Volviendo a la cadena que comienza en dinero y acaba en dinero, como una suma valor en la forma de dinero es cualitativamente igual a la misma suma de dinero, esta suma solo puede diferir en cuanto a la cantidad. Quien detenta una determinada suma de valor, grande o pequeña, da igual, no es aún capitalista, sino atesorador. Para que esta suma se aumente, es necesario ir a parar a la producción de valor, ya que en la circulación solo se intercambian equivalentes. En la producción de mercancías, se invierten determinados medios y materiales de trabajo —que dentro del capitalismo, por regla general, no pueden aparecer de otra forma que no sea en la forma de mercancía— y por medio del proceso productivo se aumenta su valor (D-M-D’). Así, el fin de la práctica capitalista, es decir, aquel motor aparentemente trascendente que hacer metamorfosear el valor de una forma a otra, es la obtención de ganancia —plusvalor—, por lo que deben existir ciertas condiciones para que dicha obtención de ganancia pueda tener lugar. Así, se introduce la figura del capitalista: el individuo, ya no tan abstracto, que asume para sí el objetivo de emplear su valor acumulado para acrecentar su cantidad. Es la personificación del movimiento del valor que se valoriza, es decir, del capital.

Pero todavía, aunque más determinado, no se puede prescindir del todo del individuo abstracto, pues en este punto todo el mundo es, en potencia, capitalista, ya que desde el punto de vista del individuo abstracto, este es potencialmente capaz de acumular valor y, eventualmente, invertirlo en poner las condiciones la producción de capital. A lo sumo, podríamos hacer una distinción entre individuo atesorador e individuo capitalista.
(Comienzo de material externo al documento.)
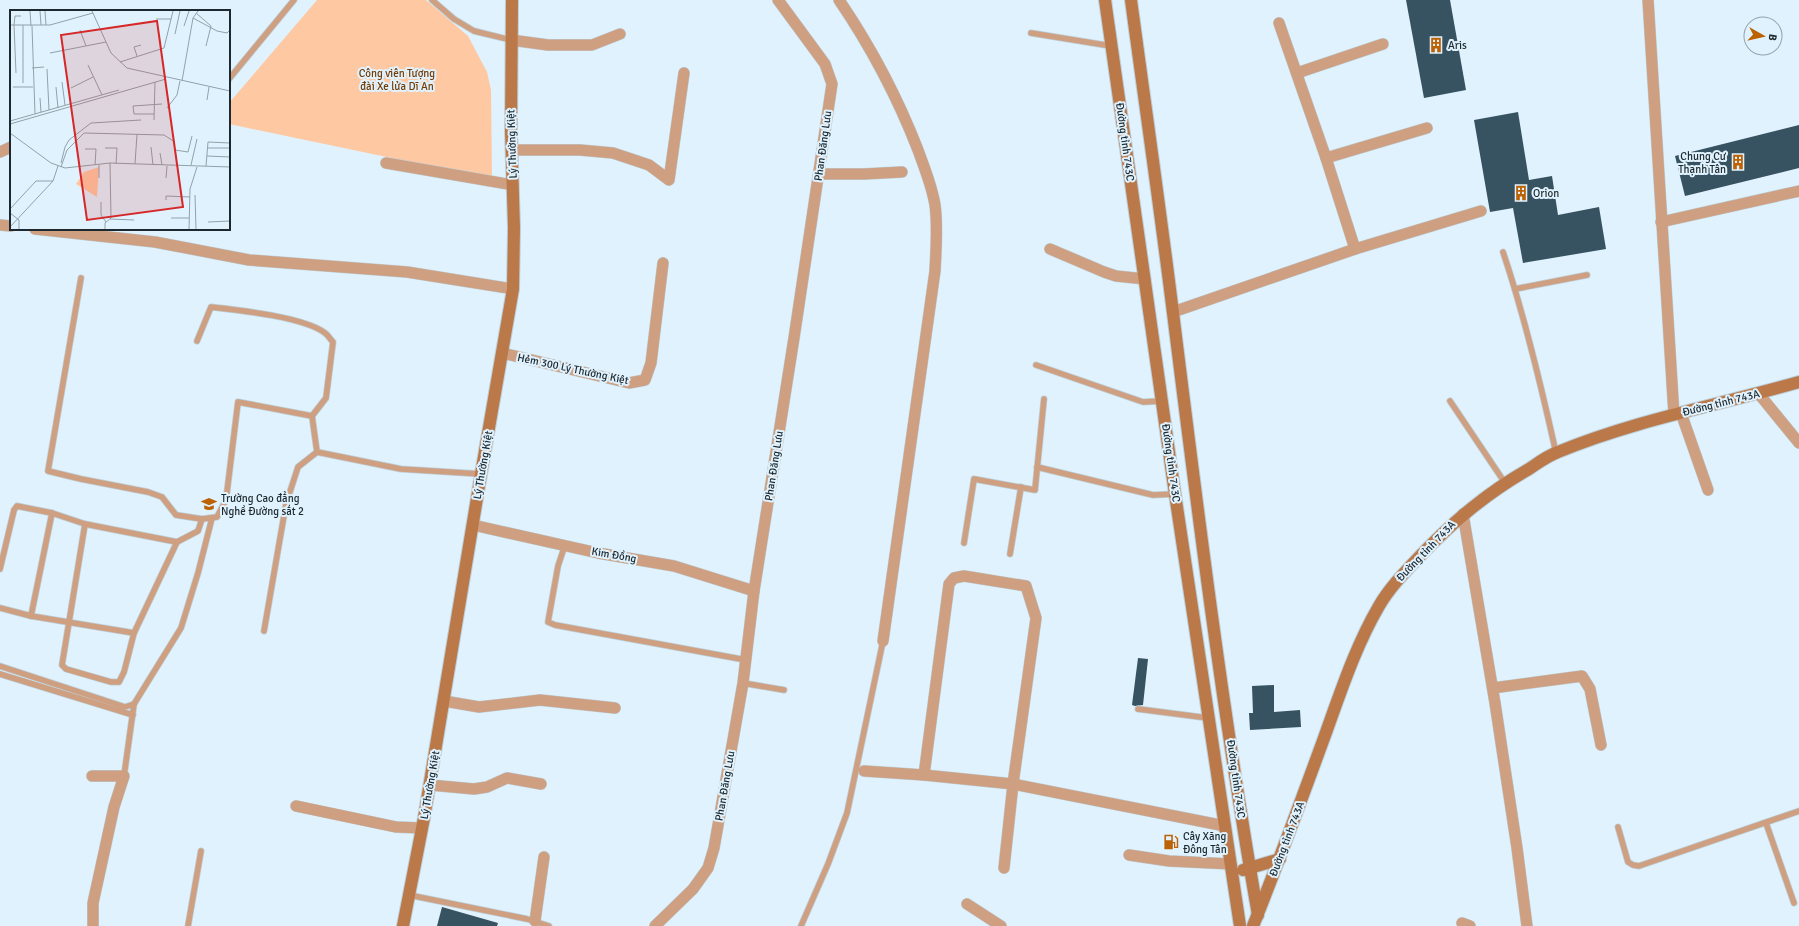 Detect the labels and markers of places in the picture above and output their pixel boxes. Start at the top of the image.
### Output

Pero dentro de las condiciones de producción burguesas, la figura del atesorador, prescindiendo de contingencias, es imposible. Recordemos que el individuo abstracto, poseedor de dinero y propiedad, solo puede invertir el dinero en intercambiarlo por medios de vida o invertirlo, como capitalista, en la producción de más valor. En ambos casos, es imposible atesorar, porque en el primero de los casos se gasta continuamente, a medida que las necesidades vitales hacen aparición, y en el segundo se invierte continuamente —al menos una parte— en la producción de más valor. Aunque en este último caso se puede atesorar una parte de la ganancia, el individuo sigue siendo capitalista, debido a que pone continuamente en movimiento parte de su valor para ser valorizado. Así, vemos cómo el individuo abstracto sigue siendo tal, pues aunque tengamos la figura del capitalista, no hemos descubierto aún otra figura que divida en el género y, por tanto, individuo abstracto y capitalista siguen siendo una y la misma cosa.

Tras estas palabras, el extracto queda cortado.